WORK TO BE COMPLETED:
Look at the entries below and restate word for word the lines from the first through the one that has "g.lineJoin = 'round';".

EXCERPTED RECORDS:
──────────

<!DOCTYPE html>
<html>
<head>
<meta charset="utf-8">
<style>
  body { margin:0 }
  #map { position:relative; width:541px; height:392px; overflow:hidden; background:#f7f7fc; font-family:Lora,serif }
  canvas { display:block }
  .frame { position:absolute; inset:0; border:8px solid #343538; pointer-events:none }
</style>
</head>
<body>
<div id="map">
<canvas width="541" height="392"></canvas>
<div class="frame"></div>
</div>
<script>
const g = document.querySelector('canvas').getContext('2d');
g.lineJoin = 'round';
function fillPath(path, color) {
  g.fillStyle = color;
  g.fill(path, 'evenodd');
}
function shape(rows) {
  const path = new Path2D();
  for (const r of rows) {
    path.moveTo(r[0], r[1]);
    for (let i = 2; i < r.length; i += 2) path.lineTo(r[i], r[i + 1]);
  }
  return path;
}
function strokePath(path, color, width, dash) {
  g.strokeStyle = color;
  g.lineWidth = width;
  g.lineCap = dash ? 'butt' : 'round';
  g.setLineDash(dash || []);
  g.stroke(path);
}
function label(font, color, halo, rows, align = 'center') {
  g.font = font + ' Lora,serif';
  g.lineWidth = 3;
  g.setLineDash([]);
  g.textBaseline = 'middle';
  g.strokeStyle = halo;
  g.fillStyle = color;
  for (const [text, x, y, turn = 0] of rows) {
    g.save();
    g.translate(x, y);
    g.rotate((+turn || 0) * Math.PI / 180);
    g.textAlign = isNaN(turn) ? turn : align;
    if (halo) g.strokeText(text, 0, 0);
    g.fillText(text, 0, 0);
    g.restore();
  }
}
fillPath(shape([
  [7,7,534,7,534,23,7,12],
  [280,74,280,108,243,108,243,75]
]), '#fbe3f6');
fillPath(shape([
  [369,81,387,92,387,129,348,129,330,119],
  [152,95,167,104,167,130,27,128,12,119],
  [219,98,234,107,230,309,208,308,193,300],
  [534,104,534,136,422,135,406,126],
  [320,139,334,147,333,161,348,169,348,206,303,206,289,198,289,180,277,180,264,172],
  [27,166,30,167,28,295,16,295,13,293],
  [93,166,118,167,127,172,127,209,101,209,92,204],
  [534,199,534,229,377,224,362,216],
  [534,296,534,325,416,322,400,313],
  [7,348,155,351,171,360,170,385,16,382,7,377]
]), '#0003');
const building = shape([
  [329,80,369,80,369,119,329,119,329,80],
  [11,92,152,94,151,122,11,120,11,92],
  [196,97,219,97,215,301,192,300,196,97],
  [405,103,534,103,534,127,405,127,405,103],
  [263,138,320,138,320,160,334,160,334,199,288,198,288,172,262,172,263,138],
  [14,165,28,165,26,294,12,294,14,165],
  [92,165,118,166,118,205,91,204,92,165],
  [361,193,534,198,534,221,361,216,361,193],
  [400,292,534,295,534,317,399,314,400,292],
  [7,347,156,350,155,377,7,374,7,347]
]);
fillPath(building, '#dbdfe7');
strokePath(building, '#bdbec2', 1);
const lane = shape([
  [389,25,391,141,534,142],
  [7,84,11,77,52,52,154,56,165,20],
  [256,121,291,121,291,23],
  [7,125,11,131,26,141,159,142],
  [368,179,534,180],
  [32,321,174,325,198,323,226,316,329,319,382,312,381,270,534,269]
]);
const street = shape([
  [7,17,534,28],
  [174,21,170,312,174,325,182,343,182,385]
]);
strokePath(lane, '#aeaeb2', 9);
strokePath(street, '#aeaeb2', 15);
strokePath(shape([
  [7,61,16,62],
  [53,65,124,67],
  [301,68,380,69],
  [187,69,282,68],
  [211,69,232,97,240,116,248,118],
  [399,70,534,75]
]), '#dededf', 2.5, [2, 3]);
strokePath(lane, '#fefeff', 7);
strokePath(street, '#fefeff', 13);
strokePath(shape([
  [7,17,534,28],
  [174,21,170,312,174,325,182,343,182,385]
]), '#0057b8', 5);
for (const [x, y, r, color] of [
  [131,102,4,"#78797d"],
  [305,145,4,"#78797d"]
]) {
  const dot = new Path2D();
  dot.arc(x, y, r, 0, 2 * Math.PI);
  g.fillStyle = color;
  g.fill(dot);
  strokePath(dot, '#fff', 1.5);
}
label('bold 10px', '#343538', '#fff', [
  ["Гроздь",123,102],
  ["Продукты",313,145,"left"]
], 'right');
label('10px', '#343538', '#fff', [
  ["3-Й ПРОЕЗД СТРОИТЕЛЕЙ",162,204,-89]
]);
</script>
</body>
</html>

──────────

PROBLEM SOLUTION:
<!DOCTYPE html>
<html>
<head>
<meta charset="utf-8">
<style>
  body { margin:0 }
  #map { position:relative; width:541px; height:392px; overflow:hidden; background:#f7f7fc; font-family:Lora,serif }
  canvas { display:block }
  .frame { position:absolute; inset:0; border:8px solid #343538; pointer-events:none }
</style>
</head>
<body>
<div id="map">
<canvas width="541" height="392"></canvas>
<div class="frame"></div>
</div>
<script>
const g = document.querySelector('canvas').getContext('2d');
g.lineJoin = 'round';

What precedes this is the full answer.